## GIVEN INFORMATION
★ ★ ★ ★ ★

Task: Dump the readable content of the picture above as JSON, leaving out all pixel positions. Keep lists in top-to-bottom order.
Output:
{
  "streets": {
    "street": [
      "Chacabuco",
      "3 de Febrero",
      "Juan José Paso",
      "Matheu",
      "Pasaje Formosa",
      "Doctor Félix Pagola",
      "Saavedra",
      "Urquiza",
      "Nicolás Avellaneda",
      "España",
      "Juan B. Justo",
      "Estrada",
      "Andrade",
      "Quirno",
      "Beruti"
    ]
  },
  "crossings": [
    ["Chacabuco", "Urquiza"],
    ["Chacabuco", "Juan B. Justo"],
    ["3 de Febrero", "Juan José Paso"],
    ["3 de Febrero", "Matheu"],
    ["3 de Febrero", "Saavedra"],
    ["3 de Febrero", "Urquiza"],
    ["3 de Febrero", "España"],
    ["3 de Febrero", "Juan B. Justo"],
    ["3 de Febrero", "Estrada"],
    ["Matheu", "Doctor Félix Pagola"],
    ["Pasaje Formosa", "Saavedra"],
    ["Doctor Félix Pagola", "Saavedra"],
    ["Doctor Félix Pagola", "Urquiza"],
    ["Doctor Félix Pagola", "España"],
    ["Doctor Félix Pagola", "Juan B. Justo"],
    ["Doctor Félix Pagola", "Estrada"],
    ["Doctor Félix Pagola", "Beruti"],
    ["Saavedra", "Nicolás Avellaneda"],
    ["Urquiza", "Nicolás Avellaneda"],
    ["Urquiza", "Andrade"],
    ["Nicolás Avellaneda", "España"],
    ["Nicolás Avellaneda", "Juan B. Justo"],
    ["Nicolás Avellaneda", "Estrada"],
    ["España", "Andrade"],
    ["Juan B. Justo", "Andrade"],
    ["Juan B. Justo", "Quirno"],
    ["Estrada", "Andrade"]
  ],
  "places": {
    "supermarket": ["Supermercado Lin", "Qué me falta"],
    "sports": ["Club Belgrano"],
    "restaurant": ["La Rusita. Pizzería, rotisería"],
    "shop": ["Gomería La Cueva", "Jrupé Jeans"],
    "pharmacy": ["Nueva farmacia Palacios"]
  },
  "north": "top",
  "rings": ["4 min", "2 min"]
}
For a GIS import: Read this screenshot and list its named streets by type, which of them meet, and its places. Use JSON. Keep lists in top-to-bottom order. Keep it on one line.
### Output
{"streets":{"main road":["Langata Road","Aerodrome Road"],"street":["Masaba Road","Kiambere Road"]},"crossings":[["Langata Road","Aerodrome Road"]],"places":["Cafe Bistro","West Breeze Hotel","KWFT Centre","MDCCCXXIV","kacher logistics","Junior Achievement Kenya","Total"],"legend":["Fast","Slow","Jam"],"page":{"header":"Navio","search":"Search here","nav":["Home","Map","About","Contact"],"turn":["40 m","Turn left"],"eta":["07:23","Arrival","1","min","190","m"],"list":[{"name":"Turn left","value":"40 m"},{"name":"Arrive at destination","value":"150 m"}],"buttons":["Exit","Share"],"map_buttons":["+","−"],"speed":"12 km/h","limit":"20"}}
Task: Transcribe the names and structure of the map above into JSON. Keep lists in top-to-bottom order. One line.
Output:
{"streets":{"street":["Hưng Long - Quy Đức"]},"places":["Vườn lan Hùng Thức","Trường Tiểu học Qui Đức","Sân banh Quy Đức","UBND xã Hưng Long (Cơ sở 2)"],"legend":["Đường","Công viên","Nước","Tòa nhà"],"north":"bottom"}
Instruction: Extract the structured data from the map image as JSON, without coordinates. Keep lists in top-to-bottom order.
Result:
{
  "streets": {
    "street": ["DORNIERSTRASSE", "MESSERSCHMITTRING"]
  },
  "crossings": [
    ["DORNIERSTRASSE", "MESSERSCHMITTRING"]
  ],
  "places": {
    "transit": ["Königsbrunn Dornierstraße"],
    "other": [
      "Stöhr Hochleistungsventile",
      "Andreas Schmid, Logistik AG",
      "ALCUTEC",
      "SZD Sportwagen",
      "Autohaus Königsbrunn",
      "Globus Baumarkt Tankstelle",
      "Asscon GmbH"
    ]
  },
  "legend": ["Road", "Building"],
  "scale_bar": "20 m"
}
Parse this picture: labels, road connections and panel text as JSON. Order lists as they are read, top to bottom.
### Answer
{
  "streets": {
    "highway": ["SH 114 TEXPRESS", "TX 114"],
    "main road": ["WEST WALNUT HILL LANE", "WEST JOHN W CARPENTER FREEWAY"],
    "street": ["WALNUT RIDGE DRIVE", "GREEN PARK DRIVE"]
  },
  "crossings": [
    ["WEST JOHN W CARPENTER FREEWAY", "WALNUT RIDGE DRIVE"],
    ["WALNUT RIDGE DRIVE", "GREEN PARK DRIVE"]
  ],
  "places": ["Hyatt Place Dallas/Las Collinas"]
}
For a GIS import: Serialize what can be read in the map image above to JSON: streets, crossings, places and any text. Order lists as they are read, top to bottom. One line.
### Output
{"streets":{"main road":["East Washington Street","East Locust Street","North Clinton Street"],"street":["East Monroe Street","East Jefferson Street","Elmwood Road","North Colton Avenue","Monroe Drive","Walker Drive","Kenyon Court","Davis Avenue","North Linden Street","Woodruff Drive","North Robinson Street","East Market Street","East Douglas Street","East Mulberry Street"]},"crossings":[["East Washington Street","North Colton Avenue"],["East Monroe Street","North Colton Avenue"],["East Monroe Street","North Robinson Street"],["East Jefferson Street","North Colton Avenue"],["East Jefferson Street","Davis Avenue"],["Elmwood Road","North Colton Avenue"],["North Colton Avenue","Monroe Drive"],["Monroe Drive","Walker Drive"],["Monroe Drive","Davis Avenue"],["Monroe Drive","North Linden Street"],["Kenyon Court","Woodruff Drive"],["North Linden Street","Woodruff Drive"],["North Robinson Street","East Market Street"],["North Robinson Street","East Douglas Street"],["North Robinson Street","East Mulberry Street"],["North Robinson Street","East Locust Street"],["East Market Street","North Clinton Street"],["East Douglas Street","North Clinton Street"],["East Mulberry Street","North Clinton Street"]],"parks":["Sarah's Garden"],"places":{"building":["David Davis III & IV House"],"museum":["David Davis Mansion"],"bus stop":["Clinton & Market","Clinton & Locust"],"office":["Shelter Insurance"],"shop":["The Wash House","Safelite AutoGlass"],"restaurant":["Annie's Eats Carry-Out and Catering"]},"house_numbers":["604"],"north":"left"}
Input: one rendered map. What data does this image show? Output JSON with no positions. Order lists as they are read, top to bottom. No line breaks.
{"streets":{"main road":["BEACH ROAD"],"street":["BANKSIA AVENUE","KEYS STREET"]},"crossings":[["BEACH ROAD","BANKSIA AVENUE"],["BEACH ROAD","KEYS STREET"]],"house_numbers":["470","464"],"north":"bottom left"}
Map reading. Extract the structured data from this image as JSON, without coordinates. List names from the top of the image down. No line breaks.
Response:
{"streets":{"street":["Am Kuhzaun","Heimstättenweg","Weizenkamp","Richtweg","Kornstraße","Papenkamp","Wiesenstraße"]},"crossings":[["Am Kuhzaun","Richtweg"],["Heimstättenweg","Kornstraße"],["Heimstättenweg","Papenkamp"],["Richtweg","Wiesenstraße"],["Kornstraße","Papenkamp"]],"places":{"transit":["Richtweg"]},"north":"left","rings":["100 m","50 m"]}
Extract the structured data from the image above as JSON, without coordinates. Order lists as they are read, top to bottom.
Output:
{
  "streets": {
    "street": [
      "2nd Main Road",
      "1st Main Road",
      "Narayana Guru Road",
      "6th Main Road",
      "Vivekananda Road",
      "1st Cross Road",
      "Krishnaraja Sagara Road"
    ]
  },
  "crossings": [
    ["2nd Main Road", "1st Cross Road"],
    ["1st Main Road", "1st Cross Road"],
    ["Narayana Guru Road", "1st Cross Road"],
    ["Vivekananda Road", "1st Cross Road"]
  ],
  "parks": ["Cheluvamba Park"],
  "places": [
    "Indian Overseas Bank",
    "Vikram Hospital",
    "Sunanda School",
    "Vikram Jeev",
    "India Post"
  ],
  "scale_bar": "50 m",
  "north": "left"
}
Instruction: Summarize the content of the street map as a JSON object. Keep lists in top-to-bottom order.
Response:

★ ★ ★ ★ ★

## THE TASK
Your answer should consist of the lines from the line with "For a GIS import: Read" to the line with "Instruction: Extract the" above, repeated exactly, both ends included.

## OUTPUT OF THE EXERCISE
For a GIS import: Read this screenshot and list its named streets by type, which of them meet, and its places. Use JSON. Keep lists in top-to-bottom order. Keep it on one line.
### Output
{"streets":{"main road":["Langata Road","Aerodrome Road"],"street":["Masaba Road","Kiambere Road"]},"crossings":[["Langata Road","Aerodrome Road"]],"places":["Cafe Bistro","West Breeze Hotel","KWFT Centre","MDCCCXXIV","kacher logistics","Junior Achievement Kenya","Total"],"legend":["Fast","Slow","Jam"],"page":{"header":"Navio","search":"Search here","nav":["Home","Map","About","Contact"],"turn":["40 m","Turn left"],"eta":["07:23","Arrival","1","min","190","m"],"list":[{"name":"Turn left","value":"40 m"},{"name":"Arrive at destination","value":"150 m"}],"buttons":["Exit","Share"],"map_buttons":["+","−"],"speed":"12 km/h","limit":"20"}}
Task: Transcribe the names and structure of the map above into JSON. Keep lists in top-to-bottom order. One line.
Output:
{"streets":{"street":["Hưng Long - Quy Đức"]},"places":["Vườn lan Hùng Thức","Trường Tiểu học Qui Đức","Sân banh Quy Đức","UBND xã Hưng Long (Cơ sở 2)"],"legend":["Đường","Công viên","Nước","Tòa nhà"],"north":"bottom"}
Instruction: Extract the structured data from the map image as JSON, without coordinates. Keep lists in top-to-bottom order.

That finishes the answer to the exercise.